_Extracted information:_
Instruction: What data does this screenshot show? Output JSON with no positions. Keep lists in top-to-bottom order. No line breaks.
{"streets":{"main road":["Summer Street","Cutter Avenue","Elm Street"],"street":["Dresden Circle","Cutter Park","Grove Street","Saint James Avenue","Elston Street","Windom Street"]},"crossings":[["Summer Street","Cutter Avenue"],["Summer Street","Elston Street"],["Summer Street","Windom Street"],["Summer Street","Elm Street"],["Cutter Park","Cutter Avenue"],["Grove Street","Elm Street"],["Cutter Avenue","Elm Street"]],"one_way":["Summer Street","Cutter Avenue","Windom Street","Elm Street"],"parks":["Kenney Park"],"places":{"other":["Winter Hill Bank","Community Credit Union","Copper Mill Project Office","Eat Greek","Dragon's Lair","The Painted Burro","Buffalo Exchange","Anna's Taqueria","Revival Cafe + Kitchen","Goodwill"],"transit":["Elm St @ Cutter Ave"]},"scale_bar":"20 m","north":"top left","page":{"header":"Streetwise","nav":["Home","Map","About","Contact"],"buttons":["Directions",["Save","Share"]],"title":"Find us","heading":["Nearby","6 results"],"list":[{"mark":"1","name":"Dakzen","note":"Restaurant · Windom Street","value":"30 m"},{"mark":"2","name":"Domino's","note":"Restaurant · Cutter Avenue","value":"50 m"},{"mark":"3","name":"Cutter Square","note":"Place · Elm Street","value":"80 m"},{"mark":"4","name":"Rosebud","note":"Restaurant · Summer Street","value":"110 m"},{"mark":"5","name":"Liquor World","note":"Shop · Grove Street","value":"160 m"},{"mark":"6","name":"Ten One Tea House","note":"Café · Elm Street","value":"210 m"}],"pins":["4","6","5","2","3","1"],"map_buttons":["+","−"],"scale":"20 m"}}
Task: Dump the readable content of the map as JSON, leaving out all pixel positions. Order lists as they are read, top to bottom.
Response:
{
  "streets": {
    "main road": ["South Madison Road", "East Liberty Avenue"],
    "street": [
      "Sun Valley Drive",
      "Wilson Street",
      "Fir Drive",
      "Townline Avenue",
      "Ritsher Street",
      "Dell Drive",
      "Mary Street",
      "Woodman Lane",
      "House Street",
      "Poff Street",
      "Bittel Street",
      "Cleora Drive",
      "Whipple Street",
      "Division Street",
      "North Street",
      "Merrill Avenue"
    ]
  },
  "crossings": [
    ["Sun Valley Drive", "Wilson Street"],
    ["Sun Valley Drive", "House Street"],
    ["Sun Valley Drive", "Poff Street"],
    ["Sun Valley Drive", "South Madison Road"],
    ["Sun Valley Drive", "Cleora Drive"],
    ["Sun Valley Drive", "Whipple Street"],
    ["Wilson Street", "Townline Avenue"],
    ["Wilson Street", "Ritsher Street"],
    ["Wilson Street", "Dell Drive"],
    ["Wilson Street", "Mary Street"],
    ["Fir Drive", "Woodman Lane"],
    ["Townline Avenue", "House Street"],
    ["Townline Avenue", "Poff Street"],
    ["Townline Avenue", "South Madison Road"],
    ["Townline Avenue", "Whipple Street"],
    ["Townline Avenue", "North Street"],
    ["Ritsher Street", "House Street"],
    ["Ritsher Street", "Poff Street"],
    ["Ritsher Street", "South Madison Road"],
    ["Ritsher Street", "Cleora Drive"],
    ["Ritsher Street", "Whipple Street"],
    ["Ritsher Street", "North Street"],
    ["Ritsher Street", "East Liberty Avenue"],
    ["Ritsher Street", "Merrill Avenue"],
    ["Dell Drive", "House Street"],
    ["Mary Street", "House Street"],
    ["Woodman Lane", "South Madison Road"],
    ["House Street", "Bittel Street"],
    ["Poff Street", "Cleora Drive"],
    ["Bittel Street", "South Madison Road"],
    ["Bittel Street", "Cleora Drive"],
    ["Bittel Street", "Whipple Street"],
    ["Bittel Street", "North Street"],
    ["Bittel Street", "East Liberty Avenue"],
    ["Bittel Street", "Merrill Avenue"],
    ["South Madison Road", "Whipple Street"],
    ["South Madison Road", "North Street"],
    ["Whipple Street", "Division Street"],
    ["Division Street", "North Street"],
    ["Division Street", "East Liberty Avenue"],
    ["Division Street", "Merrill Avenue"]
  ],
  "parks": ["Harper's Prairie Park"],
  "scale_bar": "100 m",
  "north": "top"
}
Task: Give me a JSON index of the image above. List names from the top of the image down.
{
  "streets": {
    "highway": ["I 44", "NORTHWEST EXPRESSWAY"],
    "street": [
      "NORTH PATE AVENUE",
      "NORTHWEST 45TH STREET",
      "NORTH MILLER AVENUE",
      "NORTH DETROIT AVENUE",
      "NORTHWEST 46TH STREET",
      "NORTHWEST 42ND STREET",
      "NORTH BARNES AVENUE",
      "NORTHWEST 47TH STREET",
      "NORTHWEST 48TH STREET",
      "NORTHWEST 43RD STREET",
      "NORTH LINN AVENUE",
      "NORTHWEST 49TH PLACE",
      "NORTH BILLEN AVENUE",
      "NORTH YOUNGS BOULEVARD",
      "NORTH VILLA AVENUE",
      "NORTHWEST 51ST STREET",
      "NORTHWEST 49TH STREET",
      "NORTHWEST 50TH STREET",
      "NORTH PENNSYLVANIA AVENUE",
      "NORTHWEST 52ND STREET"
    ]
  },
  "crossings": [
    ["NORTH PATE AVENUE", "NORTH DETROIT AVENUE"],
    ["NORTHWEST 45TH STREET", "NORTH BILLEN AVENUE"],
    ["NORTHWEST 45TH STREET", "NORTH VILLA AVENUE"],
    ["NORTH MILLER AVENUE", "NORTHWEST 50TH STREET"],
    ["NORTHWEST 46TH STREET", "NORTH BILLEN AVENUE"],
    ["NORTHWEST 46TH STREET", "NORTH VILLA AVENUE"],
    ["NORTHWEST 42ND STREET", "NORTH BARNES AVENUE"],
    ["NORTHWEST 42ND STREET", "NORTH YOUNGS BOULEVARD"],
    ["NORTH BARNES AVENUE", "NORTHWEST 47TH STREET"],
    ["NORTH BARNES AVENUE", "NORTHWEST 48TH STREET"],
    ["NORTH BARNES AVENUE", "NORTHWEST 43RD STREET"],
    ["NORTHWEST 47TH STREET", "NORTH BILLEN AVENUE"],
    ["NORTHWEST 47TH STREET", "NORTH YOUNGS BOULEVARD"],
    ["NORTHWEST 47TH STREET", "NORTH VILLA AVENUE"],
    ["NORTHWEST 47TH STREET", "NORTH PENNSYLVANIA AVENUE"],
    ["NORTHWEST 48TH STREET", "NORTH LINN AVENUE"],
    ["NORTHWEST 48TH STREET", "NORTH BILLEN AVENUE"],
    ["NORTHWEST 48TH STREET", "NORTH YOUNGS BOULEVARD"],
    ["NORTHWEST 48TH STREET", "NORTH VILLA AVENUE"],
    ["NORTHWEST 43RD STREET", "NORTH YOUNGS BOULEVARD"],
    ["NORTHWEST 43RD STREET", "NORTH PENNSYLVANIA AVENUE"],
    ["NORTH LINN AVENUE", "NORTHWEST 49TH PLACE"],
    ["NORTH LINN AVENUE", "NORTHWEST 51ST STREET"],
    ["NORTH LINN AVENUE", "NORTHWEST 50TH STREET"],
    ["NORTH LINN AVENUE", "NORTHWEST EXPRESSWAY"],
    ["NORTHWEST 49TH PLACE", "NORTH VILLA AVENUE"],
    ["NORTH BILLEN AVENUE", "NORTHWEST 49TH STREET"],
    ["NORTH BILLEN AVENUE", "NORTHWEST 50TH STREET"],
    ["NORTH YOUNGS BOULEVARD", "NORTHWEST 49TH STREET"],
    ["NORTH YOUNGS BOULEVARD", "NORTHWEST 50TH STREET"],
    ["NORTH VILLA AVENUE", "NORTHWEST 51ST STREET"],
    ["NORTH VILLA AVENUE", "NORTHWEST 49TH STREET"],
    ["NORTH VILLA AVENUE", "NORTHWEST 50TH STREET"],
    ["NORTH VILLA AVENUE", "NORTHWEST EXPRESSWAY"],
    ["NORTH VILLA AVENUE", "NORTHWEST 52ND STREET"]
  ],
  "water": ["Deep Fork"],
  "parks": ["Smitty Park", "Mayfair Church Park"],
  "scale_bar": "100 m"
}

_Work order:_
Give back the opening line of the records above and every line after it, up to and including the one with "Task: Dump the", unchanged.

_Solution:_
Instruction: What data does this screenshot show? Output JSON with no positions. Keep lists in top-to-bottom order. No line breaks.
{"streets":{"main road":["Summer Street","Cutter Avenue","Elm Street"],"street":["Dresden Circle","Cutter Park","Grove Street","Saint James Avenue","Elston Street","Windom Street"]},"crossings":[["Summer Street","Cutter Avenue"],["Summer Street","Elston Street"],["Summer Street","Windom Street"],["Summer Street","Elm Street"],["Cutter Park","Cutter Avenue"],["Grove Street","Elm Street"],["Cutter Avenue","Elm Street"]],"one_way":["Summer Street","Cutter Avenue","Windom Street","Elm Street"],"parks":["Kenney Park"],"places":{"other":["Winter Hill Bank","Community Credit Union","Copper Mill Project Office","Eat Greek","Dragon's Lair","The Painted Burro","Buffalo Exchange","Anna's Taqueria","Revival Cafe + Kitchen","Goodwill"],"transit":["Elm St @ Cutter Ave"]},"scale_bar":"20 m","north":"top left","page":{"header":"Streetwise","nav":["Home","Map","About","Contact"],"buttons":["Directions",["Save","Share"]],"title":"Find us","heading":["Nearby","6 results"],"list":[{"mark":"1","name":"Dakzen","note":"Restaurant · Windom Street","value":"30 m"},{"mark":"2","name":"Domino's","note":"Restaurant · Cutter Avenue","value":"50 m"},{"mark":"3","name":"Cutter Square","note":"Place · Elm Street","value":"80 m"},{"mark":"4","name":"Rosebud","note":"Restaurant · Summer Street","value":"110 m"},{"mark":"5","name":"Liquor World","note":"Shop · Grove Street","value":"160 m"},{"mark":"6","name":"Ten One Tea House","note":"Café · Elm Street","value":"210 m"}],"pins":["4","6","5","2","3","1"],"map_buttons":["+","−"],"scale":"20 m"}}
Task: Dump the readable content of the map as JSON, leaving out all pixel positions. Order lists as they are read, top to bottom.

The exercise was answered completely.